(Collected data entries)
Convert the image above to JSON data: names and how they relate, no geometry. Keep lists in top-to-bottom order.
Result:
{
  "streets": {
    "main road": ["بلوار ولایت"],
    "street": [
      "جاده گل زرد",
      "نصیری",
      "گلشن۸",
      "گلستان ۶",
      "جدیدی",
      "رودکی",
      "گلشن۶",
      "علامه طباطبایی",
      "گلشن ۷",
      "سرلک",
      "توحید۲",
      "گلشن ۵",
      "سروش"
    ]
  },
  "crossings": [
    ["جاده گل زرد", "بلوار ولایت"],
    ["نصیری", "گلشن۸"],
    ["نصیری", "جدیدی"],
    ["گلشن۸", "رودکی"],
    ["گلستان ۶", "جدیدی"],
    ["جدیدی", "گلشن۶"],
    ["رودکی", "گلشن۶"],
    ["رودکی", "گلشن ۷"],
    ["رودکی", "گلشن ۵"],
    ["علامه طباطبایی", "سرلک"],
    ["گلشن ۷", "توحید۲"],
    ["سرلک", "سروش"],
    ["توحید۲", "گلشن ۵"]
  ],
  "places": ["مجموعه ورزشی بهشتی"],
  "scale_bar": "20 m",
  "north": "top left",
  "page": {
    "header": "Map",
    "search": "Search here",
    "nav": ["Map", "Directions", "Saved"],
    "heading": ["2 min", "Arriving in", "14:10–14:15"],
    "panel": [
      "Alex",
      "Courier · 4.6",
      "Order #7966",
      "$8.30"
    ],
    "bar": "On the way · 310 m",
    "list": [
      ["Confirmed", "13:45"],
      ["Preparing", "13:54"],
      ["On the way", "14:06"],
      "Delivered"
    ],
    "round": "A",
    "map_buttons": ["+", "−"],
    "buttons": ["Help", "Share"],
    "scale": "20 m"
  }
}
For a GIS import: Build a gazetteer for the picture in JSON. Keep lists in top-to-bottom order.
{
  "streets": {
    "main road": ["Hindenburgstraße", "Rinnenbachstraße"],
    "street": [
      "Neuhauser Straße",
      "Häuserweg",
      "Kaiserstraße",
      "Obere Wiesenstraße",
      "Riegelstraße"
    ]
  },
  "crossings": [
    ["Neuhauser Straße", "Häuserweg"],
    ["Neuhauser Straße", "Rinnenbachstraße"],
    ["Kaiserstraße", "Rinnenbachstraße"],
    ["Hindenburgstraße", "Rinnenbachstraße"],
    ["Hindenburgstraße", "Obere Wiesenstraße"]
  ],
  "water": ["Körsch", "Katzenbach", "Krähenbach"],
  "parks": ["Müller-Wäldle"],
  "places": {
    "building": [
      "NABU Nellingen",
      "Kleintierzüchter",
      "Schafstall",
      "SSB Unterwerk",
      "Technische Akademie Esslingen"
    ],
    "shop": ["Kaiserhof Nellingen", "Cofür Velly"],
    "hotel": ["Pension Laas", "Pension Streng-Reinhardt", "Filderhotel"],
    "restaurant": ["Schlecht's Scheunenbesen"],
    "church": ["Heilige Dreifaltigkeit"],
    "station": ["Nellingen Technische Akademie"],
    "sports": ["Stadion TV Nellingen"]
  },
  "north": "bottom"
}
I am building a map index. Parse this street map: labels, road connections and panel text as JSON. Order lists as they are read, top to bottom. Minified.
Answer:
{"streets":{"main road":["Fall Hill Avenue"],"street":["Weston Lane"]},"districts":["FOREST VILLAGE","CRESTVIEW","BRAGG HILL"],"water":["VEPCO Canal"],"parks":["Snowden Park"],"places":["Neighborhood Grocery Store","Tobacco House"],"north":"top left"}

§ **Try it**
From the entries above, copy each line that holds "main".

§ **Result of this exercise**
    "main road": ["بلوار ولایت"],
    "main road": ["Hindenburgstraße", "Rinnenbachstraße"],
{"streets":{"main road":["Fall Hill Avenue"],"street":["Weston Lane"]},"districts":["FOREST VILLAGE","CRESTVIEW","BRAGG HILL"],"water":["VEPCO Canal"],"parks":["Snowden Park"],"places":["Neighborhood Grocery Store","Tobacco House"],"north":"top left"}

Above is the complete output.